De Activiteitenbesluit Internet Module (PIM) is positief ontvangen, evenals de helpdeskfunctie van InfoMil (nu onderdeel Rijkswaterstaat Leefomgeving) en de invoeringsbegeleiding met het opleidingsproject 'Train de trainer'. De onderzoekers constateren dat er nog verbeterpunten zijn, die verschillen van abstractieniveau. De staatssecretaris wil deze verbeterpunten oppakken en waar relevant verwerken in de nieuwe regelgeving onder de Omgevingswet

Verbeterpunten genoemd door Royal Haskoning DHV

Verbeterpunten voor het rijk

1. Leesbaarheid Activiteitenbesluit in relatie tot combinatie vergunningplicht en algemene regels

Uit het onderzoek blijkt dat de combinatie van vergunning en algemene regels als lastig wordt ervaren. Daarbij wordt de zorg uitgesproken over de toevoeging van nieuwe activiteiten aan het Activiteitenbesluit. De perceptie bij het bedrijfsleven en bij toezichthouders is dat voor IPPC installaties zowel de Europese wet- en regelgeving (de BREF’s), als de algemene regels uit het Activiteitenbesluit van toepassing zijn. Dit wordt als een lastig probleem ervaren. Ook blijken bedrijven het systeem van de Omgevingsvergunning beperkte milieutoets (OBM) niet te begrijpen.

2. Werkbaarheid Activiteitenbesluit en informatievoorziening

Uit het onderzoek komt naar voren dat het Activiteitenbesluit vanwege de groeiende omvang en vanwege de gelaagdheid in de normstelling (met als gevolg verwijzingen naar andere documenten) moeilijk te doorgronden is. Ervaren handhavers geven aan ermee te kunnen werken, maar vinden het lastig dit uit te leggen aan bedrijven. De integrale teksten (van besluit en regeling) vergroten de overzichtelijkheid en leesbaarheid en ondervangen deels het probleem van de gelaagdheid. Brancheverenigingen geven aan dat zij InfoMil als vraagbaak willen kunnen benutten bij interpretatiekwesties. De Activiteitenbesluit Internet Module (AIM; software om de relevante voorschriften te selecteren) blijkt een onmisbaar en goed bruikbaar hulpmiddel voor overheden en bedrijven om het Activiteitenbesluit te ontsluiten.

Bedrijven blijken vaak niet in staat een melding zelfstandig goed te doen. Bij het invullen spelen voor zowel bedrijven als overheden vaak interpretatiekwesties.
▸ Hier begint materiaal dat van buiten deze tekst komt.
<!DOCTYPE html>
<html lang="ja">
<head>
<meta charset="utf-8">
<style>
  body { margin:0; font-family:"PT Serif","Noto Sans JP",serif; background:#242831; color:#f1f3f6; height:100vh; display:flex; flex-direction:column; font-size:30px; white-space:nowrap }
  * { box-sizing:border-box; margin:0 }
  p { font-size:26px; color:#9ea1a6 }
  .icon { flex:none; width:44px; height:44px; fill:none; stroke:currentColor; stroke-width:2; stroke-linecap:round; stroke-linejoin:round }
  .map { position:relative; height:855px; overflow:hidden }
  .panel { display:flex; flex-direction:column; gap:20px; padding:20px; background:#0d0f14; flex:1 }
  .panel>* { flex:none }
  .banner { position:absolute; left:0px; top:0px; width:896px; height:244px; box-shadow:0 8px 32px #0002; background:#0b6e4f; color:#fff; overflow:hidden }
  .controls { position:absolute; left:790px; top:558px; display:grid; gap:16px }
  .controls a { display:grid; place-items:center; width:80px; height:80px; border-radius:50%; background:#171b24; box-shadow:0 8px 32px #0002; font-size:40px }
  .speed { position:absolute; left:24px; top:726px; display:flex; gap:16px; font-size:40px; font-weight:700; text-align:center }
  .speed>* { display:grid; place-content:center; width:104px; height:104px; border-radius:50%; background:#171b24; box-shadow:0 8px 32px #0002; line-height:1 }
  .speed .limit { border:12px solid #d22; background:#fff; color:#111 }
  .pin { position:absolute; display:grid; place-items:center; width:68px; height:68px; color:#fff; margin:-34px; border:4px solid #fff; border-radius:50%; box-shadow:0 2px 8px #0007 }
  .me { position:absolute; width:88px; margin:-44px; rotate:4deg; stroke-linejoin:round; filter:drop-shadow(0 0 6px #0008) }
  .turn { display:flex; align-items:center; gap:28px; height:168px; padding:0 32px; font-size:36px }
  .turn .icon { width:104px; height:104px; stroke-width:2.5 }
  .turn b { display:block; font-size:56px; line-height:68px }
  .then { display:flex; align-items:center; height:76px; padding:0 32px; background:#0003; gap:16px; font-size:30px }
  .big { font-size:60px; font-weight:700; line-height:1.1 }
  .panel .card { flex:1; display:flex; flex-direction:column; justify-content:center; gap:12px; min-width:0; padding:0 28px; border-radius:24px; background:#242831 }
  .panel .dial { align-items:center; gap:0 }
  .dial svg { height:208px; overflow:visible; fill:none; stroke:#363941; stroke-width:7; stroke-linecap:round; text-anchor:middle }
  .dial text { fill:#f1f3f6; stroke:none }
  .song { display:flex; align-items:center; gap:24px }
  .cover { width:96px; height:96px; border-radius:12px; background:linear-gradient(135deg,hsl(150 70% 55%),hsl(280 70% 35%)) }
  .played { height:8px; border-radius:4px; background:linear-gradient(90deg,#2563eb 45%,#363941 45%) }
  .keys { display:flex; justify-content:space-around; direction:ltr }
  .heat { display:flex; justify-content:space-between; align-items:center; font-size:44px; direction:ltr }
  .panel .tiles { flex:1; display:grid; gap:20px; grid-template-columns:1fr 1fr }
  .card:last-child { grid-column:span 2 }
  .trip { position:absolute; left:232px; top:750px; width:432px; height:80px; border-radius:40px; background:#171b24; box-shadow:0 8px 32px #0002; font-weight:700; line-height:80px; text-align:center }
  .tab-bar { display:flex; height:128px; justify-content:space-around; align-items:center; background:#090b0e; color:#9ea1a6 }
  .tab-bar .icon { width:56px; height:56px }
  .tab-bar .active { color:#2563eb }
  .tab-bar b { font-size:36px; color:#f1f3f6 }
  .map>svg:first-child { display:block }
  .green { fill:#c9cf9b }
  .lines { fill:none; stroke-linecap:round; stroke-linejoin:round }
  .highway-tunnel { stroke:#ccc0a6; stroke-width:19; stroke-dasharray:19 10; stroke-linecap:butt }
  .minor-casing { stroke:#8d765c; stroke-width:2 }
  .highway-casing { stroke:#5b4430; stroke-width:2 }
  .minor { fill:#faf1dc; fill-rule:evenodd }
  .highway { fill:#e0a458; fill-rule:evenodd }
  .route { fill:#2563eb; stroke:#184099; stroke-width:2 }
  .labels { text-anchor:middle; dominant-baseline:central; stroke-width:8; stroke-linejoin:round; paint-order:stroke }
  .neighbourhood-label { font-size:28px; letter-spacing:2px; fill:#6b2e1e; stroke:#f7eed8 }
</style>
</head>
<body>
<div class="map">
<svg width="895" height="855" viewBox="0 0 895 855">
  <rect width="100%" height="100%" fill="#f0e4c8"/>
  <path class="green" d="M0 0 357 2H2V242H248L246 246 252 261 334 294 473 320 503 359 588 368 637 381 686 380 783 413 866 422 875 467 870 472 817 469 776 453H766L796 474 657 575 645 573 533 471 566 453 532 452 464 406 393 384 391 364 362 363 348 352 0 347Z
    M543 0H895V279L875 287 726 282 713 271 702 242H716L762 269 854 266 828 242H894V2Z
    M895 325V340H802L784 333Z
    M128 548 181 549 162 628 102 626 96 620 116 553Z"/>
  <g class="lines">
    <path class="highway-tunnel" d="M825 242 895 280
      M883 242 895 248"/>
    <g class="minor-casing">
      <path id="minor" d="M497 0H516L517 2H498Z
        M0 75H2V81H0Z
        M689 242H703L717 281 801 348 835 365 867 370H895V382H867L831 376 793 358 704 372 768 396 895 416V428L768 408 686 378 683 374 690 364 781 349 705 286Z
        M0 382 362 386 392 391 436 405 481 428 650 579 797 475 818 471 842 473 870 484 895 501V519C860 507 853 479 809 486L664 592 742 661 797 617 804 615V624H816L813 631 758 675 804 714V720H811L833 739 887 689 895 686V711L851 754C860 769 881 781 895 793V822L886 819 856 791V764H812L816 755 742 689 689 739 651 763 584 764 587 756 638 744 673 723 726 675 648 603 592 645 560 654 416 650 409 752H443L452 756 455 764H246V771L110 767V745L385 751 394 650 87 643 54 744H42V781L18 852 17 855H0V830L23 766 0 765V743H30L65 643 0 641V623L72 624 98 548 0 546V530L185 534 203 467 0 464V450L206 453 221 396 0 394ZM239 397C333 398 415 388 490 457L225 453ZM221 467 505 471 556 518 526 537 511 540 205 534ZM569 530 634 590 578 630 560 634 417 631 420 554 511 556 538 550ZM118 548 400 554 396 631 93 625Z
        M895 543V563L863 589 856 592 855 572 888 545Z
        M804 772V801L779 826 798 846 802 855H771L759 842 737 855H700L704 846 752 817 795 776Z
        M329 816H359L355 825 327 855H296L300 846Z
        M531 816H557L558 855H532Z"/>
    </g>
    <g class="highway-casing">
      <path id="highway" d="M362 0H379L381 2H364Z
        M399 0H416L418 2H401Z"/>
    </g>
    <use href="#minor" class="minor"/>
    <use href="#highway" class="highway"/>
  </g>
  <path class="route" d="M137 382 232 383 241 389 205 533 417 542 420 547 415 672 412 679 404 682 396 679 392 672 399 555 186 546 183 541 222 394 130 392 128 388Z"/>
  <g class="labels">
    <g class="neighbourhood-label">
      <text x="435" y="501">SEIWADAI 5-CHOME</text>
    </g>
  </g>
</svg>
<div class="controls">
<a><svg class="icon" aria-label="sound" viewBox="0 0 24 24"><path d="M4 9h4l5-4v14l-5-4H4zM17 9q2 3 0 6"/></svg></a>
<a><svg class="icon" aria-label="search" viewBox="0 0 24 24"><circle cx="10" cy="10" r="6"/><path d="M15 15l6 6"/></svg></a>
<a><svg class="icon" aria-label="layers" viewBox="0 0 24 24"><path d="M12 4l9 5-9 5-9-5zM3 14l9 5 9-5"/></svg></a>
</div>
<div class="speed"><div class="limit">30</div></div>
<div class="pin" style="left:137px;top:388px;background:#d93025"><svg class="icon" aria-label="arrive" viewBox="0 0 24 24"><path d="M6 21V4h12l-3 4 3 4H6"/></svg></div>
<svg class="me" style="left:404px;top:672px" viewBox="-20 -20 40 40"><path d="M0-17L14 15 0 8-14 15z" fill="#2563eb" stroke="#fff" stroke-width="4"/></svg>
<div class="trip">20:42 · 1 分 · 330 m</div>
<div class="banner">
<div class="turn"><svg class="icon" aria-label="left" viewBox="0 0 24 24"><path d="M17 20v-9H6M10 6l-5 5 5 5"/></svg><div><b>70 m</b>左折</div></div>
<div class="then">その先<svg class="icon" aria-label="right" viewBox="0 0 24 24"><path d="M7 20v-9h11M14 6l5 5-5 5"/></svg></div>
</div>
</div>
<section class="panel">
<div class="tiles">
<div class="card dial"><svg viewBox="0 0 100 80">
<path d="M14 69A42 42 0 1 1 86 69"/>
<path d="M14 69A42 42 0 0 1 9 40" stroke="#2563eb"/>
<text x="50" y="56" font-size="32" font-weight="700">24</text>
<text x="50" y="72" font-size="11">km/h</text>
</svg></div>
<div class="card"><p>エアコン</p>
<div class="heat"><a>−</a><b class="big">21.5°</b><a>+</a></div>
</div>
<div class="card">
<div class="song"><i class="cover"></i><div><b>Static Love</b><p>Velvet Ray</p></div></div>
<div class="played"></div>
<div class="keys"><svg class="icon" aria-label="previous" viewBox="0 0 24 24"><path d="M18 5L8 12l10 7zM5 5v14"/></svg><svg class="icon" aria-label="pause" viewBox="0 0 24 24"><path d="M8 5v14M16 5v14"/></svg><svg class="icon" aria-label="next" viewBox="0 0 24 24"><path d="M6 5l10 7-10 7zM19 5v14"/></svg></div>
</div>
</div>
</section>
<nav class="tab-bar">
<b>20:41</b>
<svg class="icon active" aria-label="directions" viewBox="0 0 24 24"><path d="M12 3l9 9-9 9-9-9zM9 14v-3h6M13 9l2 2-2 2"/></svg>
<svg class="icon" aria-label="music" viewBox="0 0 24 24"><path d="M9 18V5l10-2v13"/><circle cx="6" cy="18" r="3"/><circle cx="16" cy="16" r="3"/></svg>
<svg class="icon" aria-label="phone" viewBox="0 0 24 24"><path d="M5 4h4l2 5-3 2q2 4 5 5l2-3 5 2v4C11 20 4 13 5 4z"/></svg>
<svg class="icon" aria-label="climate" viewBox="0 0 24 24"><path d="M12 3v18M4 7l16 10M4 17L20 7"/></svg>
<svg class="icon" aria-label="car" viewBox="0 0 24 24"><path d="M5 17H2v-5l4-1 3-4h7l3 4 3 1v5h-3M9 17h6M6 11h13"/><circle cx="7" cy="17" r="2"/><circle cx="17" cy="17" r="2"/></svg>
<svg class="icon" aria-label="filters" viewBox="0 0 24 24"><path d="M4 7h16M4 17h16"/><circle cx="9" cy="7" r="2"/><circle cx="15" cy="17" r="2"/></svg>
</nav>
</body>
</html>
De uitdraai van de AIM bevat (te) veel informatie voor bedrijven. Aanbevelingen:  Aanbevolen wordt het Activiteitenbesluit meer te stroomlijnen en te bekijken of er nog meer voorschriften uit kunnen. Aanbevolen wordt het mogelijk te maken dat de brancheverenigingen InfoMil direct kunnen raadplegen over interpretatiekwesties.  Aanbevolen wordt de vragen in AIM nog helderder te formuleren.  Aanbevolen wordt de uitdraai van de AIM meer te richten op wat relevant is voor het specifieke bedrijf.

3. Verwerking richtlijnen in de ministeriële regeling.

Uit het onderzoek blijkt dat de ministeriële regeling achter loopt op BBT (best beschikbare technieken) en onvoldoende snel wordt aangepast, waardoor nieuwe bedrijven aan oude richtlijnen moeten voldoen.

4. Verbetering advisering Werkgroep Beoordeling Gelijkwaardigheid

Verzoeken om advies over gelijkwaardigheid kunnen alleen door de Werkgroep Beoordeling Gelijkwaardigheid in behandeling worden genomen als deze volledig en voldoende onderbouwd zijn. Uit het onderzoek blijkt dat gelijkwaardige maatregelen bijna niet worden aangevraagd. In de gevallen dat dat wel gebeurt, is de ervaring dat het proces met de werkgroep stroperig verloopt.

Verbeterpunten in relatie tot de verantwoordelijkheid van de bevoegde gezagen

5. Kennisniveau toezichthouders algemeen en specifiek waterbeheerders i.v.m. de zorgplicht

Meerdere signalen duiden erop dat het kennisniveau van toezichthouders en (wellicht) ook vergunningverleners nog niet voldoende is. Dit zou mede voortvloeien uit de vele ontwikkelingen in het Activiteitenbesluit en belendende wet- en regelgeving, waardoor toezichthouders moeite hebben routine te ontwikkelen in het werk en een eenduidig verhaal neer te leggen bij de bedrijven. Met name provincies en waterschappen hebben moeite met het toezicht op de naleving in het kader van het Activiteitenbesluit. In die zin lijken ook de aspecten inzicht en gewenning een rol te spelen. Voor alle overheden, maar specifiek voor de waterbeheerders blijkt de omgang met de zorgplicht lastig omdat de betrokkenen geen helder beeld hebben van de wijze waarop dit toegepast moet en kan worden.